7.6 No Litigation. No suit or other action shall have been instituted
or threatened seeking to enjoin the consummation of the Merger or to obtain
other relief in connection with this Agreement or the transactions contemplated
herein that Wintrust believes, in good faith and with the written advice of
outside counsel, makes it inadvisable to consummate the Merger by reason of the
probability that the proceeding would result in the issuance of an order
enjoining the Merger or in a determination that the Company or the Bank has
failed to comply with applicable legal requirements of a material nature in
connection with the Merger or actions preparatory thereto or would have a
Material Adverse Effect on the Company or the Bank.
7.7 Environmental Surveys. Wintrust shall have the right, at its
option, to obtain Phase I environmental audits of all real property or
facilities used by either the Company or the Bank in the conduct of its
business, conducted by an independent environmental consultant selected by
Wintrust. Wintrust shall pay the costs of obtaining such Phase I environmental
audits. No such environmental audit shall have identified any violation of the
Environmental Laws or condition relating to the environment, human health or
safety which could reasonably be expected to have a Material Adverse Effect on
the Company.
7.8 Opinion of Counsel. Wintrust shall have received the opinion of
Vedder, Price, Xxxxxxx & Kammholz, P.C., counsel for the Company, dated as of
the Closing Date, and in form substantially similar to Exhibit C and reasonably
satisfactory to Wintrust and its counsel.
7.9 Employment Agreements. Those person identified on Schedule 7.9
shall each have entered into an employment agreement with Wintrust and the
Surviving Corporation, dated the Closing Date, in substantially the forms
attached hereto as Exhibits D-1 and D-2.
34
7.10 No Adverse Changes. Between the date of this Agreement and the
Closing Date, the business of the Company and the Bank, taken as a whole, shall
have been conducted in the ordinary course, in all respects consistent with
prudent banking practices, and there shall not have occurred any change or any
condition, event, circumstance, fact or occurrence, other than as provided in
this Agreement, that would have a Material Adverse Effect on the Company.

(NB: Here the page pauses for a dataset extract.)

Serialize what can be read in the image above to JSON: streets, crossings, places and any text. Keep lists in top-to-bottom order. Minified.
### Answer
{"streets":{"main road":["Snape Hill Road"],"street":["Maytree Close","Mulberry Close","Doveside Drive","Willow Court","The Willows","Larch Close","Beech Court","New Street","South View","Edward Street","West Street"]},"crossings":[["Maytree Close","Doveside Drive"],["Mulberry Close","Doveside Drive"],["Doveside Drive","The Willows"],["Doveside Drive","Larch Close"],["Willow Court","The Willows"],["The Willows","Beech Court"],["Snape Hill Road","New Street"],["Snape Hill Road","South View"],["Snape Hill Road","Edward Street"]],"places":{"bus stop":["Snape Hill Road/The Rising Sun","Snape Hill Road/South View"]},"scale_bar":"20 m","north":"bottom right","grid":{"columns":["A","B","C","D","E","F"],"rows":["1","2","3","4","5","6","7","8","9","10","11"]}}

7.11 Minimum Net Worth and Loan Loss Reserve Requirements.
(a) As of the last day of the month preceding the Closing
Date, as determined in conformity with GAAP applied on a basis consistent with
the preparation of the Financial Statements, (i) the Bank shall have a minimum
net worth of not less than $4,800,000 and (ii) the shareholders' equity in the
Company shall be at not less than $4,600,000, provided that the Company shall
have no more than $480,000 in debt, and provided further that for purposes of
Section 7.11(a)(ii) only, the Company's shareholders' equity shall (1) be
increased by (A) any fees for attorneys, accountants and financial advisors
actually incurred by the Company in connection with this Agreement and the
transactions contemplated herein, up to a maximum of $100,000, and (B) the
after-tax portion of the payment made by the Company pursuant to Section 5.1(e),
and (2) decreased by any cash receipts from the exercise of Outstanding Company
Options.
(b) As of the last day of the month preceding the Closing
Date, as determined in conformity with past practices and policies of the Bank
and GAAP applied on a basis consistent with the preparation of the Financial
Statements, the Bank's reserve for loan losses, determined as described in
Section 3.8, shall be not less than 1.20% of the Bank's net Loans (gross Loans
less unearned discounts).
7.12 Voting Agreements. On or before August 14, 2003, Wintrust shall
have received a Voting Agreement, in the form attached hereto as Exhibit E,
executed by each of those shareholders of the Company identified on Schedule
7.12, each of whom is a director of the Company or the Bank.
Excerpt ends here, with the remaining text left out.